→ Task to carry out: Your output should reproduce each entry exactly, with none of its pictures.

___ Provided data

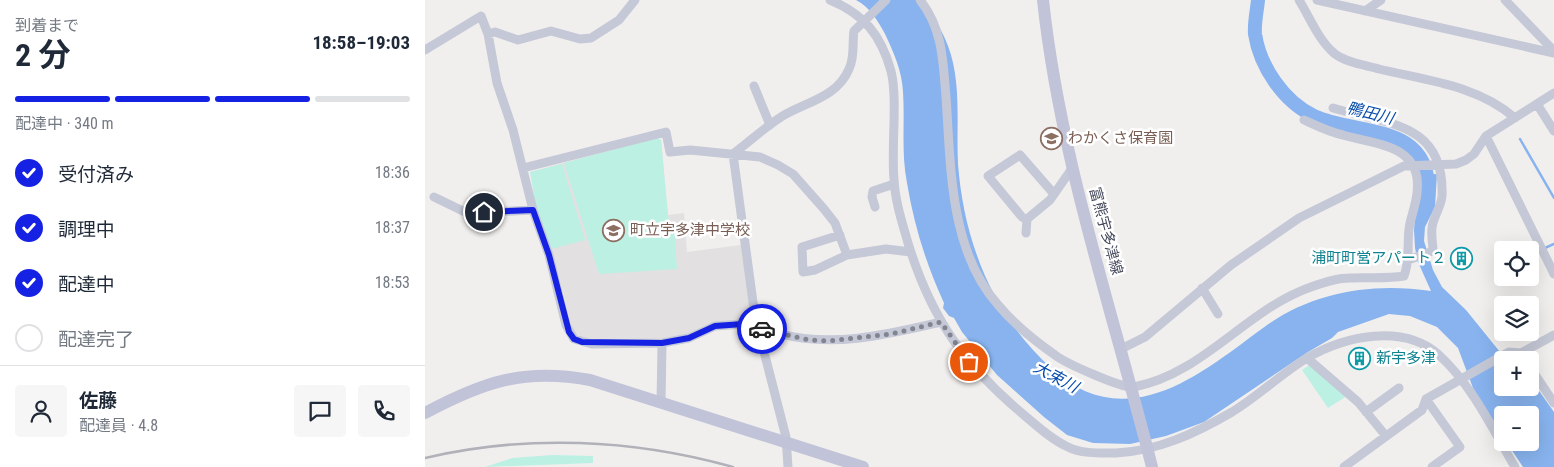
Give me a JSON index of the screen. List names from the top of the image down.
{
  "streets": {
    "main road": ["富熊宇多津線"]
  },
  "water": ["鴨田川", "大束川"],
  "places": {
    "school or university": ["わかくさ保育園", "町立宇多津中学校"],
    "building": ["浦町町営アパート２", "新宇多津"]
  },
  "page": {
    "heading": ["2 分", "到着まで", "18:58–19:03"],
    "panel": ["佐藤", "配達員 · 4.8"],
    "bar": "配達中 · 340 m",
    "list": [
      ["受付済み", "18:36"],
      ["調理中", "18:37"],
      ["配達中", "18:53"],
      "配達完了"
    ],
    "map_buttons": ["+", "−"]
  }
}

______

→ Written response:
Give me a JSON index of the screen. List names from the top of the image down.
{
  "streets": {
    "main road": ["富熊宇多津線"]
  },
  "water": ["鴨田川", "大束川"],
  "places": {
    "school or university": ["わかくさ保育園", "町立宇多津中学校"],
    "building": ["浦町町営アパート２", "新宇多津"]
  },
  "page": {
    "heading": ["2 分", "到着まで", "18:58–19:03"],
    "panel": ["佐藤", "配達員 · 4.8"],
    "bar": "配達中 · 340 m",
    "list": [
      ["受付済み", "18:36"],
      ["調理中", "18:37"],
      ["配達中", "18:53"],
      "配達完了"
    ],
    "map_buttons": ["+", "−"]
  }
}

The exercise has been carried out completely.